DIRECTIONS FOR THIS TASK => Return all of the entries below exactly as they are given.

EXERCISE MATERIAL =>
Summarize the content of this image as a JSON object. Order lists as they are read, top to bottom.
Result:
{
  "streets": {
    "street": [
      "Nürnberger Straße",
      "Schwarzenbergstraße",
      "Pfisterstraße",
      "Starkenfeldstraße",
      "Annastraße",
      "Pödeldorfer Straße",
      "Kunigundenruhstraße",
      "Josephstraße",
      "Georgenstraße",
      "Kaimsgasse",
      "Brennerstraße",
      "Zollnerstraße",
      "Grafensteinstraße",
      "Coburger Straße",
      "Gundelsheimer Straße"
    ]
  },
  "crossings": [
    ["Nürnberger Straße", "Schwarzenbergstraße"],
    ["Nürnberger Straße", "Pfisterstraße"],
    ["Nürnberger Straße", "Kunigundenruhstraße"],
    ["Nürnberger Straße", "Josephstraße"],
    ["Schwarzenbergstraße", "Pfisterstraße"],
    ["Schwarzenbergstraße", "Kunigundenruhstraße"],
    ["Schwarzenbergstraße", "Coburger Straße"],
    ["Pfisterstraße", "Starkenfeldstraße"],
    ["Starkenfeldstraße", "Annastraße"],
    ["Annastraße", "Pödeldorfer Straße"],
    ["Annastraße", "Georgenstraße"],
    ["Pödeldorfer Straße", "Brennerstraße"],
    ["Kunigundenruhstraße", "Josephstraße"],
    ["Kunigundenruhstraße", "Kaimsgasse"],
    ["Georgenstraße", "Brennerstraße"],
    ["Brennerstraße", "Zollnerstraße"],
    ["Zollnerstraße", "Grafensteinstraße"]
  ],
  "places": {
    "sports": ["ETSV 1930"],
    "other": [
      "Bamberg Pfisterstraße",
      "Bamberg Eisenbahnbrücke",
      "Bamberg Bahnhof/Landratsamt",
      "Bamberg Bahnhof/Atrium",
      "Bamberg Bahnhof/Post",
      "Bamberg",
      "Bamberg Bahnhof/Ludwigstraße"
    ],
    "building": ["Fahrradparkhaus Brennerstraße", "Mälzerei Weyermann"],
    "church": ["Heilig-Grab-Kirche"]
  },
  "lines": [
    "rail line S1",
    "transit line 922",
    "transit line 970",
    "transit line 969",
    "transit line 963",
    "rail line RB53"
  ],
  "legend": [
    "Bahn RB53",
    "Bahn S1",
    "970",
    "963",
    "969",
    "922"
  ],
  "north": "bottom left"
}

RESULT OF THE TASK =>
Summarize the content of this image as a JSON object. Order lists as they are read, top to bottom.
Result:
{
  "streets": {
    "street": [
      "Nürnberger Straße",
      "Schwarzenbergstraße",
      "Pfisterstraße",
      "Starkenfeldstraße",
      "Annastraße",
      "Pödeldorfer Straße",
      "Kunigundenruhstraße",
      "Josephstraße",
      "Georgenstraße",
      "Kaimsgasse",
      "Brennerstraße",
      "Zollnerstraße",
      "Grafensteinstraße",
      "Coburger Straße",
      "Gundelsheimer Straße"
    ]
  },
  "crossings": [
    ["Nürnberger Straße", "Schwarzenbergstraße"],
    ["Nürnberger Straße", "Pfisterstraße"],
    ["Nürnberger Straße", "Kunigundenruhstraße"],
    ["Nürnberger Straße", "Josephstraße"],
    ["Schwarzenbergstraße", "Pfisterstraße"],
    ["Schwarzenbergstraße", "Kunigundenruhstraße"],
    ["Schwarzenbergstraße", "Coburger Straße"],
    ["Pfisterstraße", "Starkenfeldstraße"],
    ["Starkenfeldstraße", "Annastraße"],
    ["Annastraße", "Pödeldorfer Straße"],
    ["Annastraße", "Georgenstraße"],
    ["Pödeldorfer Straße", "Brennerstraße"],
    ["Kunigundenruhstraße", "Josephstraße"],
    ["Kunigundenruhstraße", "Kaimsgasse"],
    ["Georgenstraße", "Brennerstraße"],
    ["Brennerstraße", "Zollnerstraße"],
    ["Zollnerstraße", "Grafensteinstraße"]
  ],
  "places": {
    "sports": ["ETSV 1930"],
    "other": [
      "Bamberg Pfisterstraße",
      "Bamberg Eisenbahnbrücke",
      "Bamberg Bahnhof/Landratsamt",
      "Bamberg Bahnhof/Atrium",
      "Bamberg Bahnhof/Post",
      "Bamberg",
      "Bamberg Bahnhof/Ludwigstraße"
    ],
    "building": ["Fahrradparkhaus Brennerstraße", "Mälzerei Weyermann"],
    "church": ["Heilig-Grab-Kirche"]
  },
  "lines": [
    "rail line S1",
    "transit line 922",
    "transit line 970",
    "transit line 969",
    "transit line 963",
    "rail line RB53"
  ],
  "legend": [
    "Bahn RB53",
    "Bahn S1",
    "970",
    "963",
    "969",
    "922"
  ],
  "north": "bottom left"
}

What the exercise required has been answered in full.